• _YOUR INSTRUCTIONS_:
Where does the string "read" occur in the entries below? Copy every line where it does.

• _DATA EXCERPTS_:
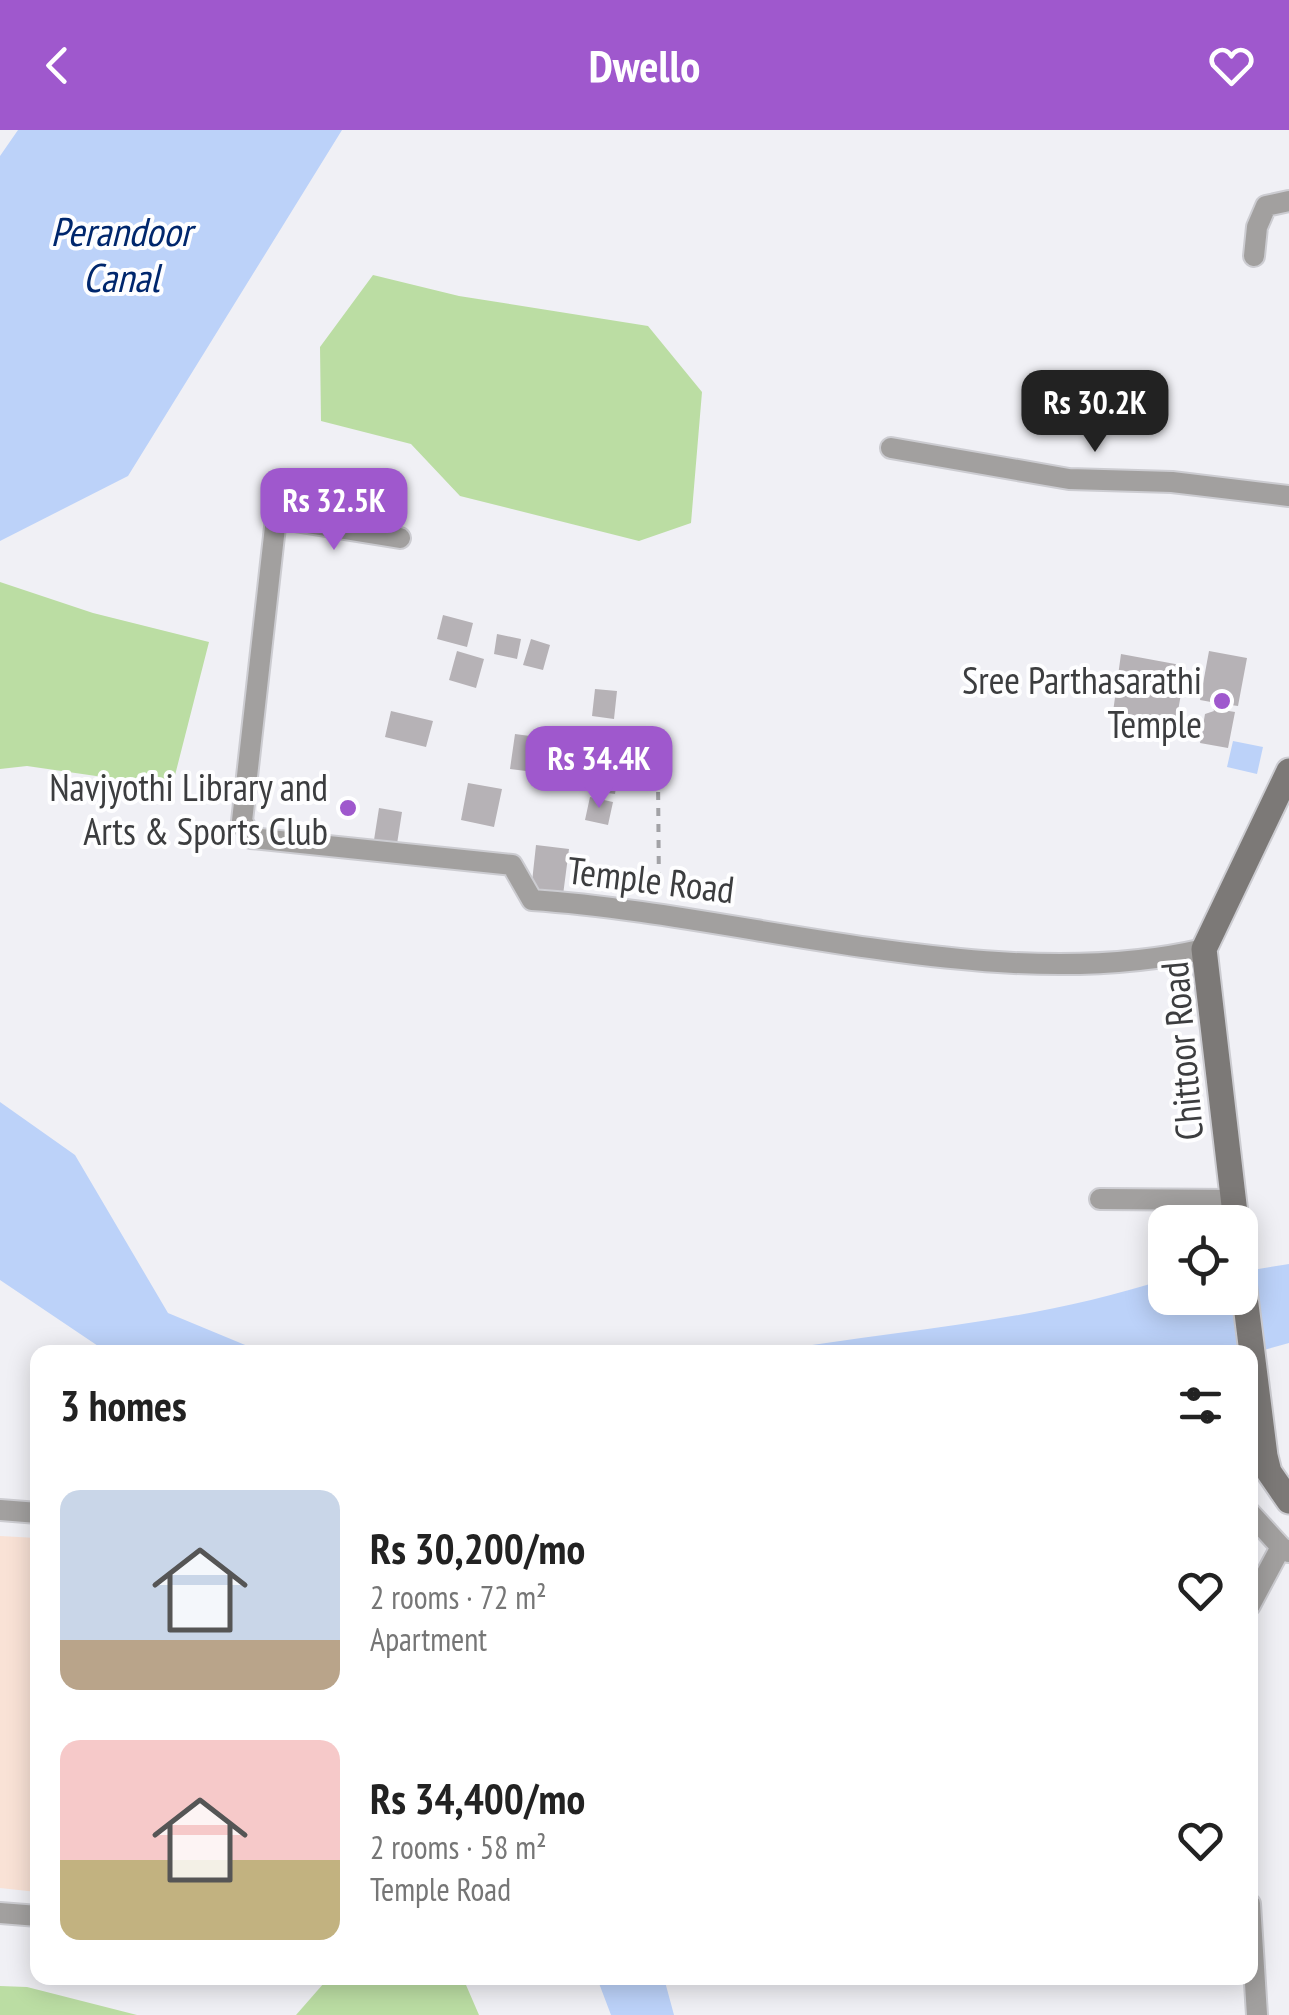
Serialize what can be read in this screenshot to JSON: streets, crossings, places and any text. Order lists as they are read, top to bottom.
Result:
{
  "streets": {
    "main road": ["Chittoor Road"],
    "street": ["Temple Road"]
  },
  "crossings": [
    ["Temple Road", "Chittoor Road"]
  ],
  "water": ["Perandoor Canal"],
  "places": ["Sree Parthasarathi Temple", "Navjyothi Library and Arts & Sports Club"],
  "page": {
    "header": "Dwello",
    "price": ["Rs 30.2K", "Rs 32.5K", "Rs 34.4K"],
    "heading": "3 homes",
    "list": [
      {
        "name": "Rs 30,200/mo",
        "note": "2 rooms · 72 m² · Apartment"
      },
      {
        "name": "Rs 34,400/mo",
        "note": "2 rooms · 58 m² · Temple Road"
      }
    ]
  }
}
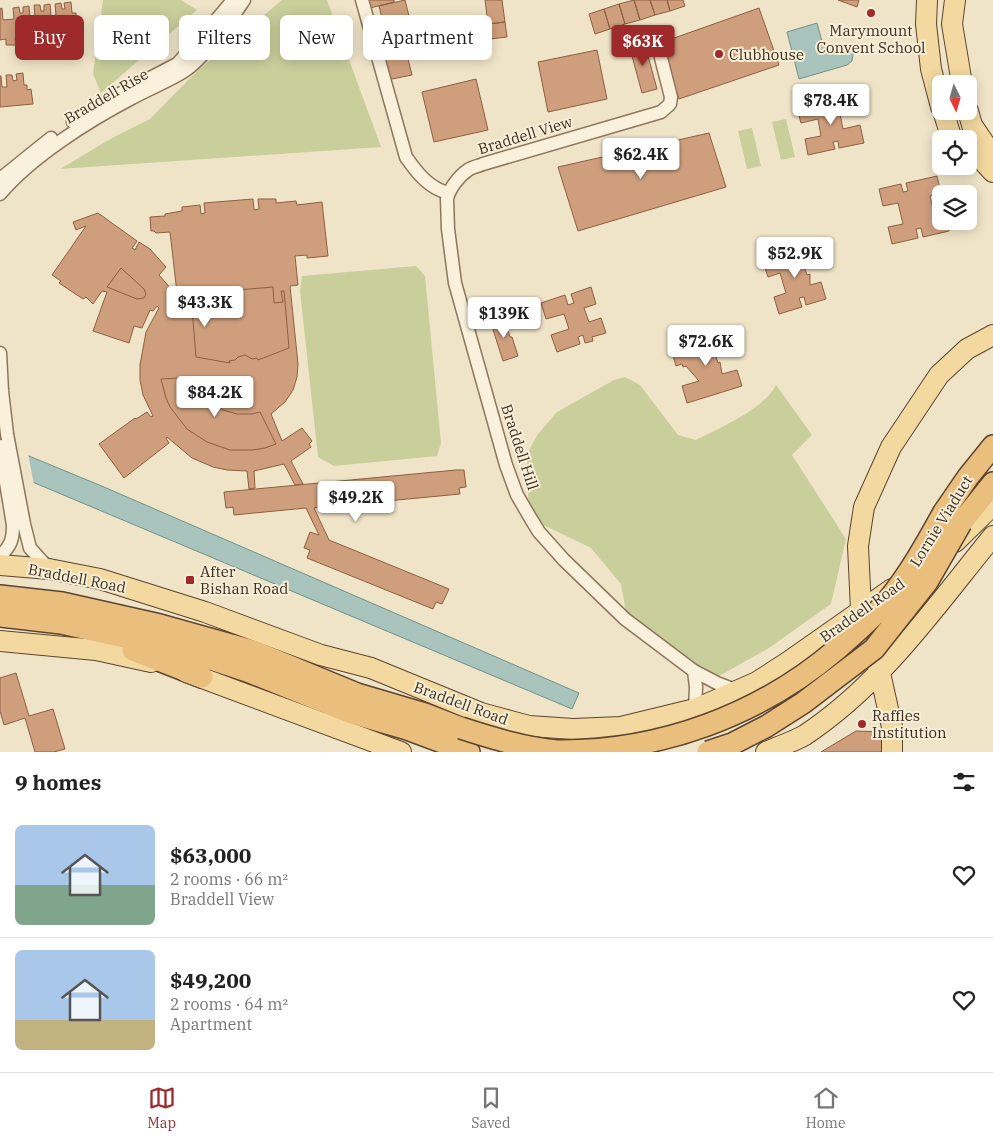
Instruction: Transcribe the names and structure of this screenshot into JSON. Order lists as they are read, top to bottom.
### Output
{
  "streets": {
    "highway": ["Lornie Viaduct", "Braddell Road"],
    "street": ["Braddell Rise", "Braddell View", "Braddell Hill"]
  },
  "crossings": [
    ["Braddell View", "Braddell Hill"],
    ["Braddell Hill", "Braddell Road"],
    ["Lornie Viaduct", "Braddell Road"]
  ],
  "places": {
    "other": ["Marymount Convent School", "Clubhouse", "Raffles Institution"],
    "transit": ["After Bishan Road"]
  },
  "north": "bottom",
  "page": {
    "chip": [
      "Buy",
      "Rent",
      "Filters",
      "New",
      "Apartment"
    ],
    "price": [
      "$63K",
      "$78.4K",
      "$62.4K",
      "$52.9K",
      "$43.3K",
      "$139K",
      "$72.6K",
      "$84.2K",
      "$49.2K"
    ],
    "heading": "9 homes",
    "list": [
      {
        "name": "$63,000",
        "note": "2 rooms · 66 m² · Braddell View"
      },
      {
        "name": "$49,200",
        "note": "2 rooms · 64 m² · Apartment"
      }
    ],
    "tabs": ["Map", "Saved", "Home"]
  }
}
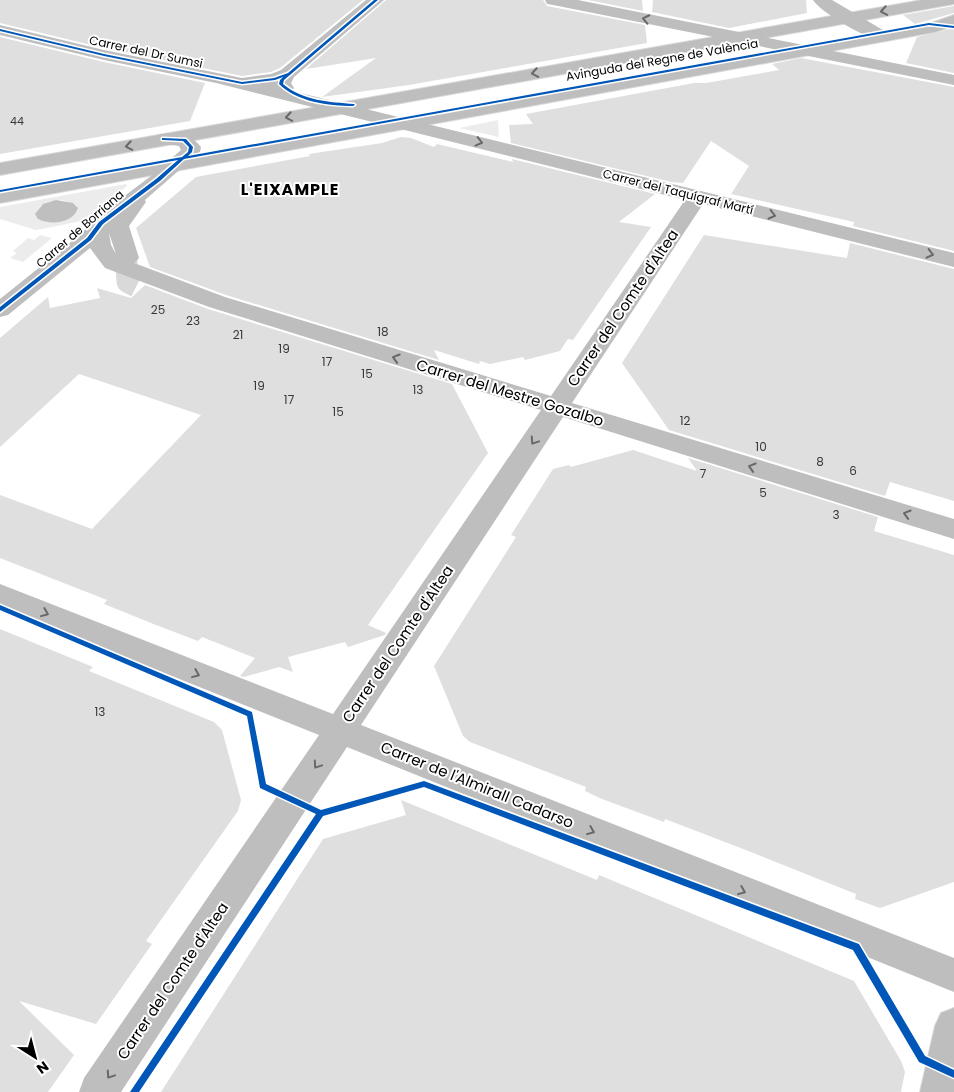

• _ANSWER BOX_:
Serialize what can be read in this screenshot to JSON: streets, crossings, places and any text. Order lists as they are read, top to bottom.
Instruction: Transcribe the names and structure of this screenshot into JSON. Order lists as they are read, top to bottom.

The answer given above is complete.